Huawei has announced a new open source project called Astro at the O’Reilly Open Source Convention in Portland Oregon.
Astro combines HBase and Apache Spark into a single solution which Huawei has embedded into its big data solution, FusionInsight. Huawei has also announced it will launch Spark as a Service later this year.
This announcement by Huawei shows how quickly Spark is gaining traction and beginning to make inroads into the Hadoop market. Over the last month, IBM and Hortonworks have both made announcements covering their support of Spark as have many other members of the Hadoop community.
Why is Huawei getting into Spark?
Despite the perception of Huawei as a telecoms supplier who has only recently moved into enterprise computing, it has a long history of working with and contributing to open source software projects. This has saved the company from having to spend billions developing its own enterprise software business and allowed it to collaborate with other software companies.
According to Wang Chenglu, President of Huawei Central Software: “Open source is Huawei’s company-wide strategy, from core business networking, where the firm helped drive the network openness as founding member of OPNFV, to new business frontiers cloud computing and IoT, where we open sourced LiteOS, the world’s most lightweight IoT Operating System to standardize and simplify the infrastructure and enhance the IoT connectivity.”
Huawei’s relationship with Spark is also long standing and it was an early sponsor in 2011. Since then it has been a regular contributor to the different versions of Spark especially in Spark 1.2 and Spark 1.3.
In June, Bing Xiao, Head of Big Data, Huawei USA and Sr. Director, Product Mgmt & Strategy, Huawei Software wrote a blog for Databricks who are developing their own commercial Spark distribution. In it he explained how Huawei was leveraging Spark.

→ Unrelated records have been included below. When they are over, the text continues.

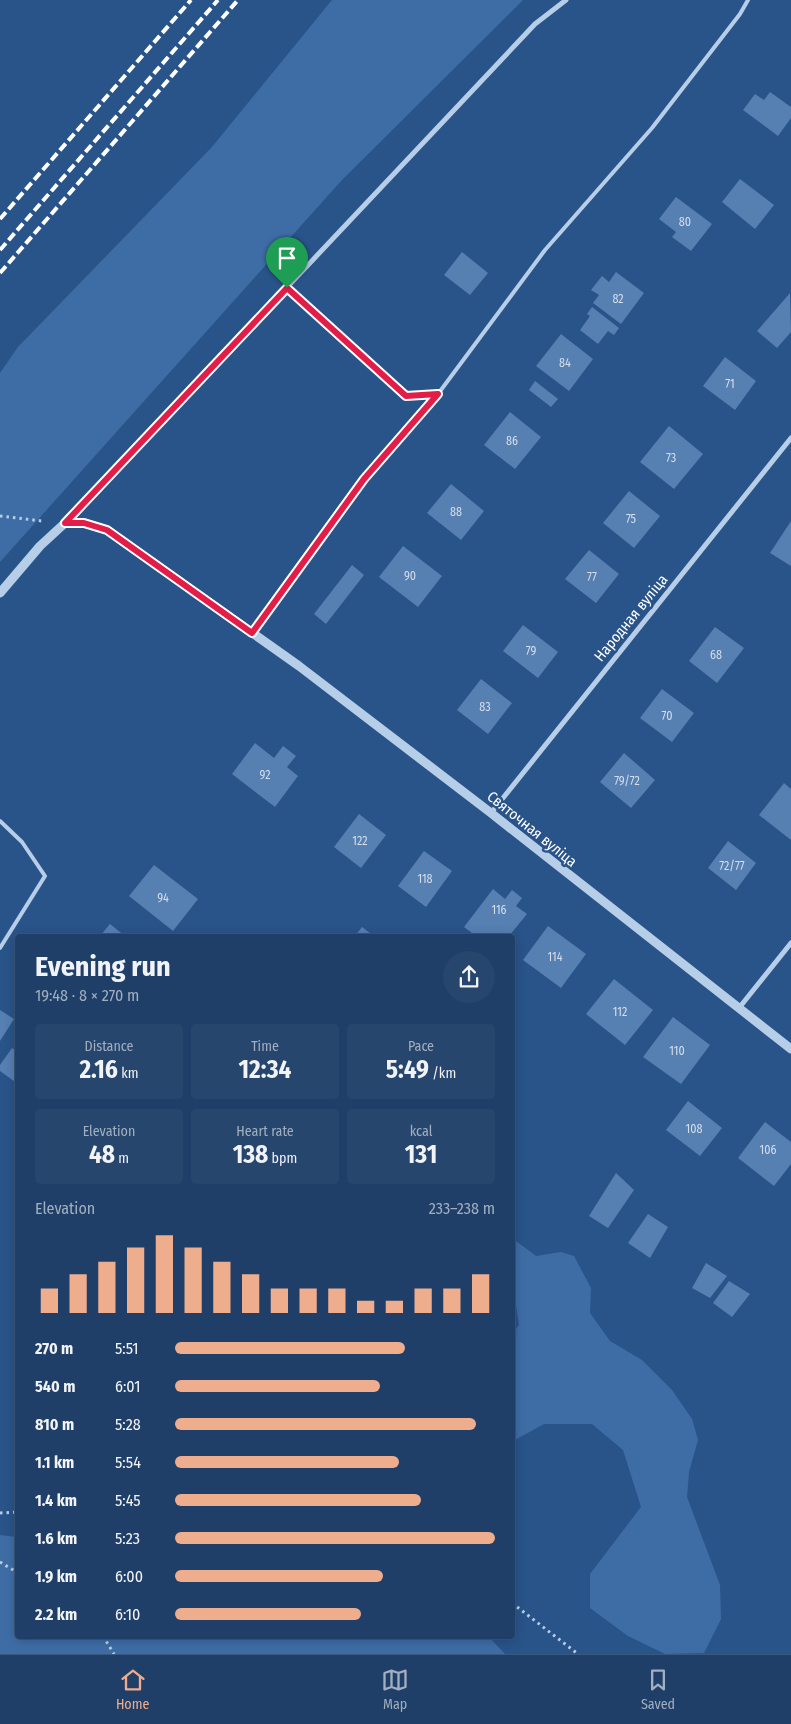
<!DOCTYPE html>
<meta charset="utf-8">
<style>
body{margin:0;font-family:"Fira Sans Condensed",sans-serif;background:#27466e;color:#f1f3f6;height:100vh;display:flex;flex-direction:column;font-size:19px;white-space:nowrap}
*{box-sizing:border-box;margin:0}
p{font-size:16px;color:#a1afc0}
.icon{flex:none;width:28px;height:28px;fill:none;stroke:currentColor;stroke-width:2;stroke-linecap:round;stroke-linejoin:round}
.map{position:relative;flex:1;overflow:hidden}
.details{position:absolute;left:15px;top:934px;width:500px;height:705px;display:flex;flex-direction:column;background:#1f3f68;border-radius:5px;box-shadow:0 2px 12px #0003,0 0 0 1px #3c587c}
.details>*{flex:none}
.pin{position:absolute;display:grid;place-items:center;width:42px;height:42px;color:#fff;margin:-51px -21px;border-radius:50% 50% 50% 0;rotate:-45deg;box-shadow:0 0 5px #0007}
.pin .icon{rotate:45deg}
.round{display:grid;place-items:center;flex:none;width:52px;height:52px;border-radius:26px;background:#27466e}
.summary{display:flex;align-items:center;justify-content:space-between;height:85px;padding:0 20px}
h1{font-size:28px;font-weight:700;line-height:38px}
.figures{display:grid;grid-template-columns:repeat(3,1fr);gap:8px;height:85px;padding:5px 20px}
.figures div{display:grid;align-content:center;border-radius:5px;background:#27466e;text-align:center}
.figures b{font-size:25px;font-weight:700}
.figures small{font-size:14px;font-weight:400}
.figures p{font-size:14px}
.chart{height:140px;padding:10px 20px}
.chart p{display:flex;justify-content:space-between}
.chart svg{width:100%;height:90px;margin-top:5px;stroke:#eead8d;stroke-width:6}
ul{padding:0 20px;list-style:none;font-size:16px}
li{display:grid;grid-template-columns:80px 60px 1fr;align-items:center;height:38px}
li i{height:12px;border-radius:6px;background:#eead8d}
.tab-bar{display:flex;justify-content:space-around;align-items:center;height:70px;border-top:1px solid #3c587c;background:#1f3f68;font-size:14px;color:#a1afc0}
.tab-bar a{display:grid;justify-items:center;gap:2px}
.tab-bar .current{color:#eead8d}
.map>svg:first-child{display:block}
</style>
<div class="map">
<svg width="791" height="1654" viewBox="0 0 791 1654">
<rect width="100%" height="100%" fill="#29548a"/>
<!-- green -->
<g fill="#3e6da6">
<path d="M332,0H523L341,181L0,562V373L18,347L212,147Z"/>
<path d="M512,1238L536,1256L561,1252L574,1256L591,1288L590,1313L610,1341L642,1360L672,1390L692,1419L698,1440L689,1472L687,1497L720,1585L721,1619L704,1653L665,1654L628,1636L590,1608V1574L641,1507L623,1450L592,1424H544L513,1441V1333L519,1325L513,1286Z"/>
<path d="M0,1535L17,1537L18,1636H488L505,1654H0Z"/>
</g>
<!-- building -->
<g fill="#567fb2">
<path d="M770,92L791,107V118L778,136L743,110L755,94L764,100Z"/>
<path d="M740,179L774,205L755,229L722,202Z"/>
<path d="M676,197L712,224L691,251L672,237L676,232L659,219Z"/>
<path d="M462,252L488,273L470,295L444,275Z"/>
<path d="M616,272L644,293L621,324L593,303L599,295L591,290L602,276L609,282Z"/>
<path d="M790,293L791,332L777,348L757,331Z"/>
<path d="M592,307L619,328L614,335L608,331L598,344L580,330L590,316L587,314Z"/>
<path d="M561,334L593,359L569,391L536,366Z"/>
<path d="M725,357L756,381L735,410L703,386Z"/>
<path d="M535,381L558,399L551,407L529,390Z"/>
<path d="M510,412L541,437L515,469L484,445Z"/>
<path d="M669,426L703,454L674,489L640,462Z"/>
<path d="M451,484L484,511L461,540L427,513Z"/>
<path d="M629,491L660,516L634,548L603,523Z"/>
<path d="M791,521V566L770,553Z"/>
<path d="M403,546L442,576L418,607L379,577Z"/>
<path d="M589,550L619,574L596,603L565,579Z"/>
<path d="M352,565L364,575L326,624L314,614Z"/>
<path d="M523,625L558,652L538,678L503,651Z"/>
<path d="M715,627L744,648L717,683L689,661Z"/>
<path d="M481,679L512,703L488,734L457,710Z"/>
<path d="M662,689L694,713L672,742L640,718Z"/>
<path d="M255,743L274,758L283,746L296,756L287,767L298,776L275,807L232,774Z"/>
<path d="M624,753L655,780L631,808L600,782Z"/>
<path d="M784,783L791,789V840L759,815Z"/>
<path d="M359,814L386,835L361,868L334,847Z"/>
<path d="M728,841L756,863L736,890L708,868Z"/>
<path d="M424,851L452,871L426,907L398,886Z"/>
<path d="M154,865L198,899L173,931L129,896Z"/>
<path d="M493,889L505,899L512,890L522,898L516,906L527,914L509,936H476L464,927Z"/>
<path d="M110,924L125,936H100Z"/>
<path d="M548,926L586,954L561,988L523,960Z"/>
<path d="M362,927L374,936H355Z"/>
<path d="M614,979L653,1010L625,1045L586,1014Z"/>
<path d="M0,1010L14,1019L0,1041Z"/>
<path d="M673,1017L710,1045L681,1084L643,1057Z"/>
<path d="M12,1048L18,1052V1084L0,1071V1065Z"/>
<path d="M688,1101L722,1128L700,1156L666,1130Z"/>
<path d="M765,1122L791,1142V1164L774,1186L738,1158Z"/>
<path d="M616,1173L634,1190L608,1228L589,1216Z"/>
<path d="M648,1214L668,1227L650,1258L628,1243Z"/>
<path d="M706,1263L727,1276L710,1298L692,1288Z"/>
<path d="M729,1281L750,1294L732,1317L713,1303Z"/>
</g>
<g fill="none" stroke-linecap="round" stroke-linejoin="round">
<!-- path -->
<g stroke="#b7cee9" stroke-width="3" stroke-dasharray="2.5 4" stroke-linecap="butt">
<path d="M0,516L42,521"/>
<path d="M263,619L364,479L424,410"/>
<path d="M0,1513L18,1512"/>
<path d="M0,1562L18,1573"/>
<path d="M512,1603L578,1654"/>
<path d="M103,1636L114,1654"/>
</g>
<!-- service -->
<g stroke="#b7cee9" stroke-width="4">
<path d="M287,288L406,396L438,394L545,250L652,128L740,14L748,0"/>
<path d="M0,821L22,842L45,876L0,948"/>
</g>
<!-- minor -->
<g stroke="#b7cee9" stroke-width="5">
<path d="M65,523L535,24L566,0"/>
<path d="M491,813L791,438"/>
<path d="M739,1008L791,943"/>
</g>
<!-- tertiary -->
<path stroke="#b7cee9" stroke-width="9" d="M0,593L40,546L65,523H84L107,530L299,666L491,813L791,1049"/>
<!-- rail -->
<g stroke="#fff" stroke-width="4" stroke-dasharray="9 4" stroke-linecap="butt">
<path d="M0,219L191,0"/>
<path d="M0,250L218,0"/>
<path d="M0,273L238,0"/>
</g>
</g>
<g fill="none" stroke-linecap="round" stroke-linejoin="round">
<!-- route casing -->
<g stroke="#fff" stroke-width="10">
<path id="route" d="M287,288L406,396L438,394L364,479L252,633L107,530L84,523H65Z"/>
</g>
<!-- route -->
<use href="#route" stroke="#e11d48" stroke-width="6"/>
</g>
<g text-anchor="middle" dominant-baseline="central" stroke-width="5" stroke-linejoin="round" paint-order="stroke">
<!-- number labels -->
<g font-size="12" fill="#d5dfec">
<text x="685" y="222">80</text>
<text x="618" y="299">82</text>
<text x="565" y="363">84</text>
<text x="730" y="384">71</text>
<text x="512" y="441">86</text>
<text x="671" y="458">73</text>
<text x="456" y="512">88</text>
<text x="631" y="519">75</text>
<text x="410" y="576">90</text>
<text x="592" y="577">77</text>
<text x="531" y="651">79</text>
<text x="716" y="655">68</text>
<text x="485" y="707">83</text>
<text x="667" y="716">70</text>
<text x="265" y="775">92</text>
<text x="627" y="781">79/72</text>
<text x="360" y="841">122</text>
<text x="732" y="866">72/77</text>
<text x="425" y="879">118</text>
<text x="163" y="898">94</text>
<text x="499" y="910">116</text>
<text x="555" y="957">114</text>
<text x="620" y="1012">112</text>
<text x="677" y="1051">110</text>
<text x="694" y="1129">108</text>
<text x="768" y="1150">106</text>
</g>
<!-- street labels -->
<g font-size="15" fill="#fff" stroke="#29548a">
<text transform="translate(631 618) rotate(-51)">Народная вуліца</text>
<text transform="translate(532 829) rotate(39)">Святочная вуліца</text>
</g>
</g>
</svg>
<div class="pin" style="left:287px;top:288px;background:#1e9e55"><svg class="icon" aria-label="arrive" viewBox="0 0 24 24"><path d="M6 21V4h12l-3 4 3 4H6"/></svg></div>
<section class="details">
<div class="summary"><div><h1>Evening run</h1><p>19:48 · 8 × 270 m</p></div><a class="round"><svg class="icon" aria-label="share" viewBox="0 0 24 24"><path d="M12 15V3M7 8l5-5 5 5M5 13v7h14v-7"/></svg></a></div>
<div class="figures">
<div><p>Distance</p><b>2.16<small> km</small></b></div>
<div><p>Time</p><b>12:34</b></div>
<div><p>Pace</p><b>5:49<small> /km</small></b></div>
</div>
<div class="figures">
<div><p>Elevation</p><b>48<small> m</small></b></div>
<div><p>Heart rate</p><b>138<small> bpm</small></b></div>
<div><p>kcal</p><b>131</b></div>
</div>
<div class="chart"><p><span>Elevation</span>233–238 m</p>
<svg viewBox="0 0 160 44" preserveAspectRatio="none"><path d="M5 44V32M15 44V25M25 44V19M35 44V12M45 44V6M55 44V12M65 44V19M75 44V25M85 44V32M95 44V32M105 44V32M115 44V38M125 44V38M135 44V32M145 44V32M155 44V25"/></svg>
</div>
<ul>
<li><b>270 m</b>5:51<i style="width:72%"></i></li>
<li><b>540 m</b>6:01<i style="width:64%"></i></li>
<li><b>810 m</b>5:28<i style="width:94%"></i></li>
<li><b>1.1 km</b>5:54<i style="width:70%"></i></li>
<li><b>1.4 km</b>5:45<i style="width:77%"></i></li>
<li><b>1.6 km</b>5:23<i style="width:100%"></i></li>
<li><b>1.9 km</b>6:00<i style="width:65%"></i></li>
<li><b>2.2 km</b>6:10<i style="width:58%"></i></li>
</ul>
</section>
</div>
<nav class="tab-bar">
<a class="current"><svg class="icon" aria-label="home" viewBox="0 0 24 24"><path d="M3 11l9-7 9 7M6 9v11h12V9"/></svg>Home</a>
<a><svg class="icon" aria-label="map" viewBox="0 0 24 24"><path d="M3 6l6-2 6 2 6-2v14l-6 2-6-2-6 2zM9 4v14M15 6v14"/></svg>Map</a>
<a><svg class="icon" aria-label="saved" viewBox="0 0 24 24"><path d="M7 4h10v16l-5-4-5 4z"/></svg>Saved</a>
</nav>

“With Spark, the raw data from multi-systems of multi-vendors (e.g., CRM, billing, OSS and network) can be easily loaded into a single data processing layer. Data scientists and data engineers can also use Spark SQL to explore the data, extract and group features, and develop models by leveraging MLlib algorithms.
“Application developers can leverage the output of these models or features to build specific applications (e.g. base station investment optimization), and publish dashboards or reports for subscriber profiling and network monitoring. Finally, business users can use Spark SQL for ad-hoc query, or continue to use existing BI systems or tools like SAS, R or Python with Spark’s powerful APIs.”
What is Huawei promising with Astro?
In the press release, Huawei is promising a range of new features that include:
- Improved data pruning
- Custom filters
- Support for Spark 1.4
In addition to these features, Huawei has says that it has contributed new features to Spark SQL, Machine Learning and Spark R to help enrich standard libraries in Spark.
What is attracting people to Spark?
One of the challenges of working with very large data sets is the way that data is used by the query tools. The vast majority take a sequential processing approach which means that queries have to be queued while they wait for data to become available.
The only way around this is for users to duplicate large data sets which requires a lot of network, storage and processing time all of which costs money. For cloud providers this is good news because they get to sell more resources to customers but it does mean that customers can quickly exceed their budgets for doing complex data analysis.
This is where Spark comes in. Using a technique known as Directed Acyclic Graph (DAG) it is able to run multi-step pipelines. For those customers who are taking advantage of in-memory databases where they attempt to preload all the data into memory, Spark will allow multiple DAGs to share that data. One of the benefits of this is that query results can be held in-memory and immediately passed to other queries involved in a complex analysis.
Huawei already deploying to customers
Huawei is already claiming wins with some of its existing customers. China Unicom has deployed Spark in its mission-critical business areas to support real-time query and analysis over multiple data sources. It is also claiming success with an unnamed telco in South America where it has replaced existing analytics and BI solutions. The press release states that the customer is now achieving a 10x performance increase in customer insights.
It will be interesting to see when Huawei begins to add Spark to its SAP HANA appliances. Over the last couple of years, Huawei has set several benchmark records with its SAP HANA appliances. In 2014, SAP announced its own Spark distribution working in partnership with Databricks. With both the Huawei and SAP distributions being based on the Databricks Spark distribution it makes sense for Huawei to embed its own version of Spark in its SAP appliance.
Coming on the back of the IBM, Hortonworks and other Spark announcements, this is good timing by Huawei and excellent news for the supporters of Spark. If the last two years have been all about Hadoop and MapReduce, this year is definitely the year Spark lit a fire under data analytics.